G8 climate plan 'lacks bite'
Industrial nations knocked for failing to agree firm course of action.
World leaders attending the G8 summit in Britain have released their eagerly awaited statement on climate change, agreeing that the issue is a "serious long-term challenge". But environmental groups have criticized their plan, saying that it lacks firm targets and timetables for action.
The group of eight industrialized nations' official position on climate change calls for "resolve and urgency" in cutting emissions of greenhouse gases. But although seven members reaffirmed their commitment to the Kyoto Protocol, which puts fixed targets on reducing emissions, the US president George W. Bush has maintained his opposition to it.
The issuing of the report tops a hard week for the British prime minister Tony Blair, who headed back to London on 7 July to help address the terrorist attack on the city. More than 50 people died following bombs that went off on the underground subways and a bus.
Technological solution?
Possible technologies that could be deployed to combat greenhouse-gas emissions include alternative power sources such as the Sun, wind, water and nuclear fission or fusion. Perhaps the biggest challenge will be to equip developing nations with the technology to burn fossil fuels more cleanly, for example, by 'scrubbing' carbon dioxide from coal-fired power plants.

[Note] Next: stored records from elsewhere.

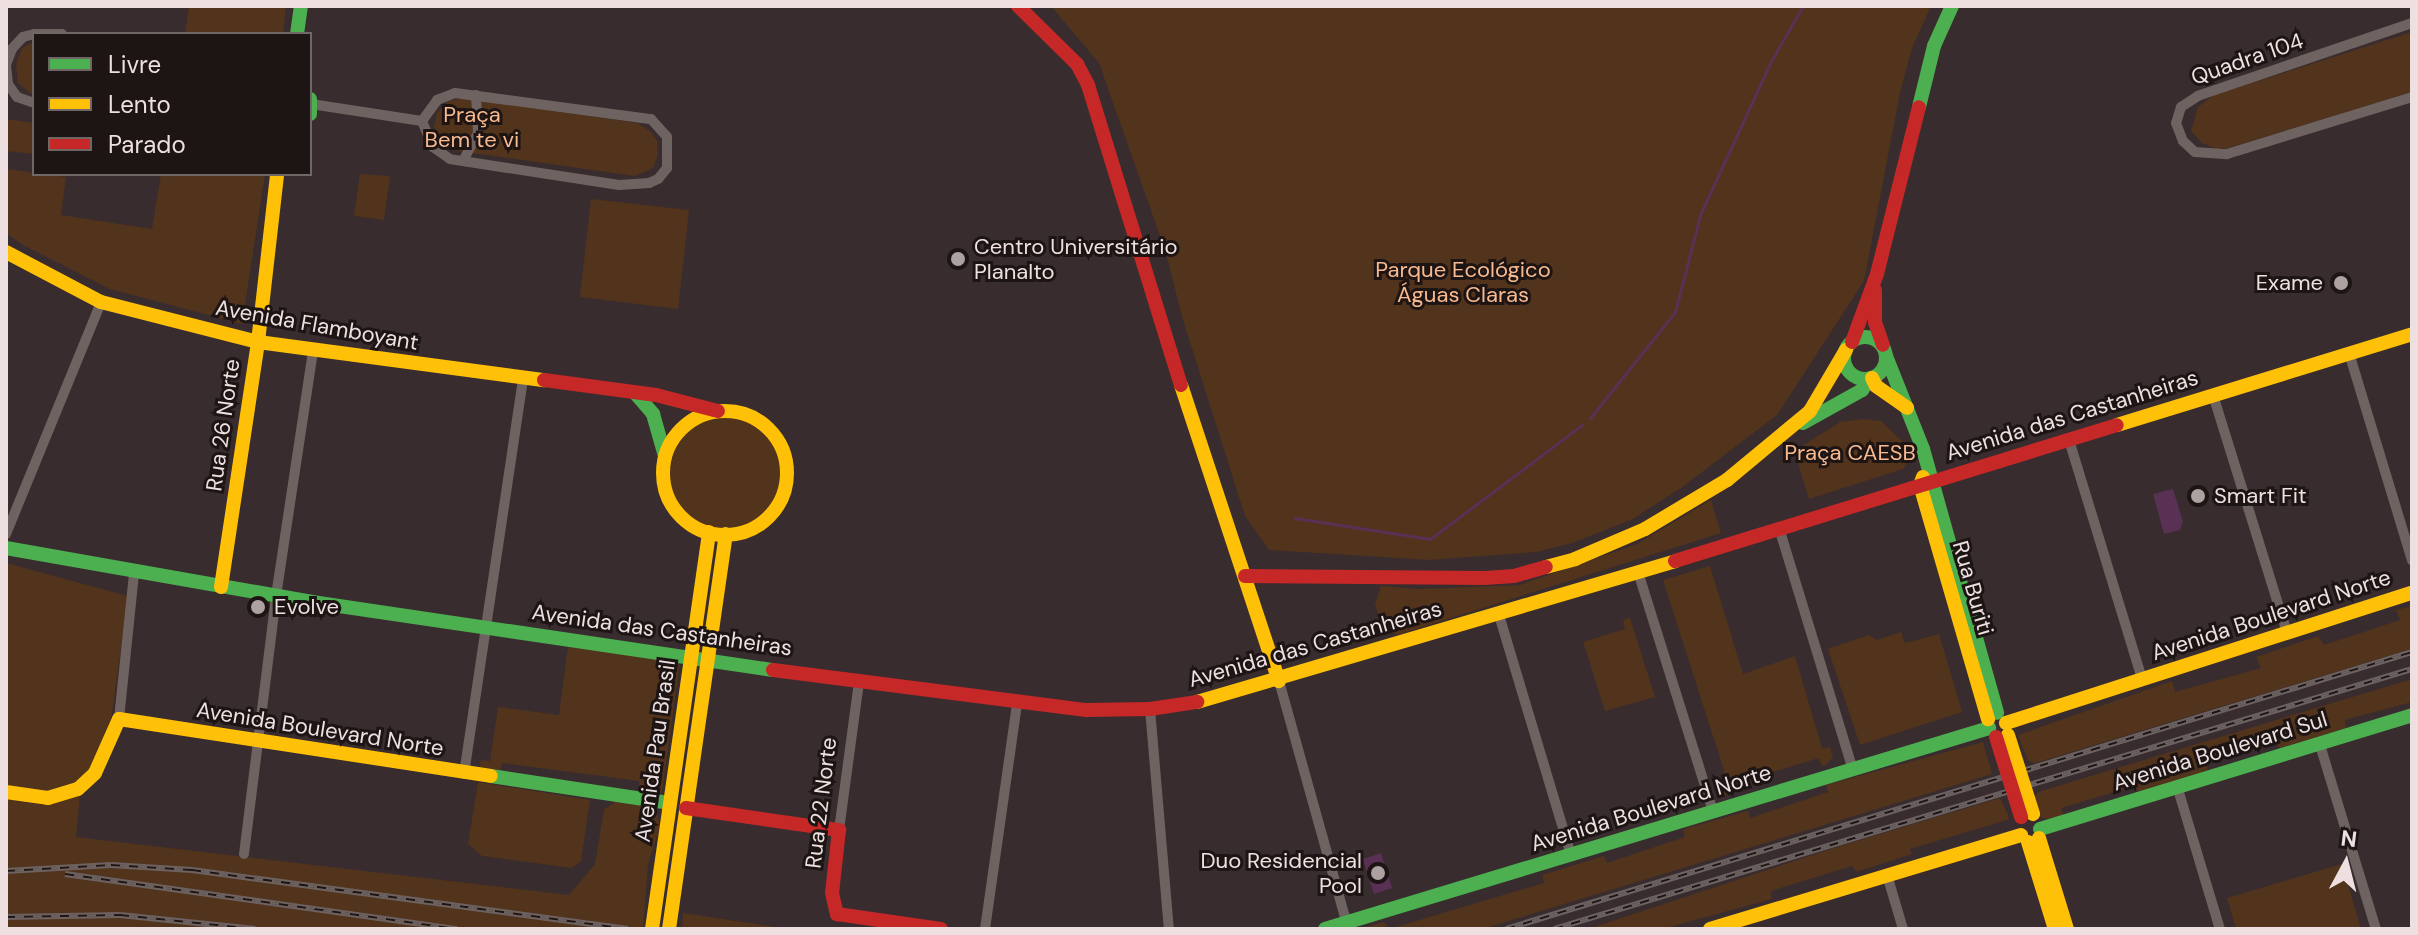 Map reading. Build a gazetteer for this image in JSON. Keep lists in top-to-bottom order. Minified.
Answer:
{"streets":{"street":["Quadra 104","Avenida Flamboyant","Avenida das Castanheiras","Rua 26 Norte","Rua Buriti","Avenida Boulevard Norte","Avenida Pau Brasil","Avenida Boulevard Sul","Rua 22 Norte"]},"crossings":[["Avenida Flamboyant","Rua 26 Norte"],["Avenida Flamboyant","Avenida Pau Brasil"],["Avenida das Castanheiras","Rua 26 Norte"],["Avenida das Castanheiras","Rua Buriti"],["Avenida das Castanheiras","Avenida Pau Brasil"],["Avenida das Castanheiras","Rua 22 Norte"],["Rua Buriti","Avenida Boulevard Norte"],["Rua Buriti","Avenida Boulevard Sul"],["Avenida Boulevard Norte","Avenida Pau Brasil"]],"parks":["Praça Bem te vi","Parque Ecológico Águas Claras","Praça CAESB"],"places":["Centro Universitário Planalto","Exame","Smart Fit","Evolve","Duo Residencial Pool"],"legend":["Livre","Lento","Parado"],"north":"top"} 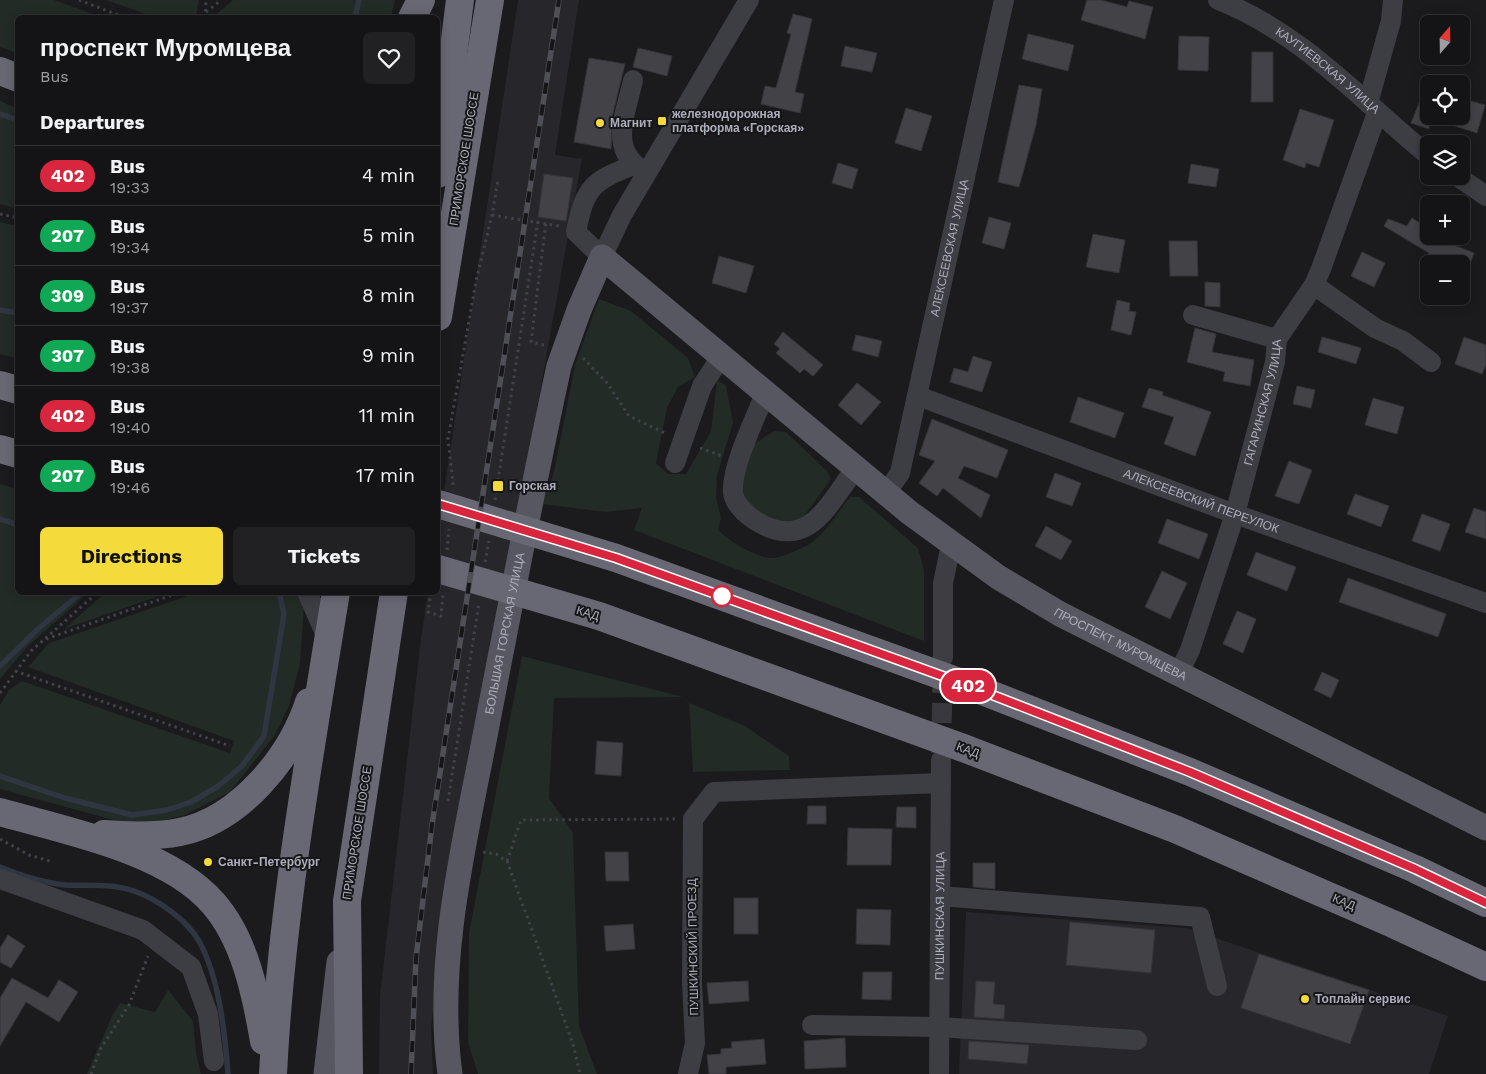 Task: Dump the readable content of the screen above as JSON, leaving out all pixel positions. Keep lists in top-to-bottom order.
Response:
{
  "streets": {
    "highway": ["ПРИМОРСКОЕ ШОССЕ", "КАД"],
    "main road": ["БОЛЬШАЯ ГОРСКАЯ УЛИЦА", "ПРОСПЕКТ МУРОМЦЕВА"],
    "street": [
      "КАУГИЕВСКАЯ УЛИЦА",
      "АЛЕКСЕЕВСКАЯ УЛИЦА",
      "ГАГАРИНСКАЯ УЛИЦА",
      "АЛЕКСЕЕВСКИЙ ПЕРЕУЛОК",
      "ПУШКИНСКАЯ УЛИЦА",
      "ПУШКИНСКИЙ ПРОЕЗД"
    ]
  },
  "crossings": [
    ["КАУГИЕВСКАЯ УЛИЦА", "ГАГАРИНСКАЯ УЛИЦА"],
    ["АЛЕКСЕЕВСКАЯ УЛИЦА", "АЛЕКСЕЕВСКИЙ ПЕРЕУЛОК"],
    ["АЛЕКСЕЕВСКАЯ УЛИЦА", "ПРОСПЕКТ МУРОМЦЕВА"],
    ["ГАГАРИНСКАЯ УЛИЦА", "АЛЕКСЕЕВСКИЙ ПЕРЕУЛОК"],
    ["ГАГАРИНСКАЯ УЛИЦА", "ПРОСПЕКТ МУРОМЦЕВА"],
    ["БОЛЬШАЯ ГОРСКАЯ УЛИЦА", "ПРОСПЕКТ МУРОМЦЕВА"]
  ],
  "places": {
    "transit": ["железнодорожная платформа «Горская»", "Горская"],
    "other": ["Магнит", "Санкт-Петербург", "Топлайн сервис"]
  },
  "lines": ["bus line 402"],
  "north": "top",
  "page": {
    "on_map": "402",
    "map_buttons": ["+", "−"],
    "heading": [
      ["проспект Муромцева", "Bus"],
      "Departures"
    ],
    "list": [
      {
        "mark": "402",
        "name": "Bus",
        "note": "19:33",
        "value": "4 min"
      },
      {
        "mark": "207",
        "name": "Bus",
        "note": "19:34",
        "value": "5 min"
      },
      {
        "mark": "309",
        "name": "Bus",
        "note": "19:37",
        "value": "8 min"
      },
      {
        "mark": "307",
        "name": "Bus",
        "note": "19:38",
        "value": "9 min"
      },
      {
        "mark": "402",
        "name": "Bus",
        "note": "19:40",
        "value": "11 min"
      },
      {
        "mark": "207",
        "name": "Bus",
        "note": "19:46",
        "value": "17 min"
      }
    ],
    "buttons": ["Directions", "Tickets"]
  }
}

But the summit has failed to agree on a timetable for such investment, environmental groups point out. "It's well nuanced but there's no real action," says Mark Kenber, policy director for The Climate Group, a think-tank based in Surrey, UK.
The leaders acknowledged that global warming has been caused, in large part, by human activities. The statement adds: "While uncertainty remains in our understanding of climate science, we know enough to act now."
Beyond Kyoto
The statement also argues that the United Nations Framework Convention on Climate Change, of which the Kyoto Protocol is part, remains the best way forwards for tackling the issue.
All G8 countries, including the United States, agreed that the overarching convention provides the appropriate framework for research into the issue. Many observers say this is not enough.
"The Bush administration has again done its best to derail international action to tackle climate change, but this is by no means the end," says Tony Juniper, vice-chairman of the pressure group Friends of the Earth International, headquartered in the Netherlands. "There are many good initiatives happening in the United States to tackle climate change and it is only a matter of time before the president will have to follow suit."
Lord May, president of the Royal Society, Britain's premier scientific academic body, says: "At the heart of this communiqué is a disappointing failure by the leaders of the G8 unequivocally to recognize the urgency with which we must be addressing the global threat of climate change."
Blair has called for the G8 nations to reassemble in November to continue discussing climate change. And Russia, which will hold the G8 presidency next year, has pledged to put the issue at the top of its agenda.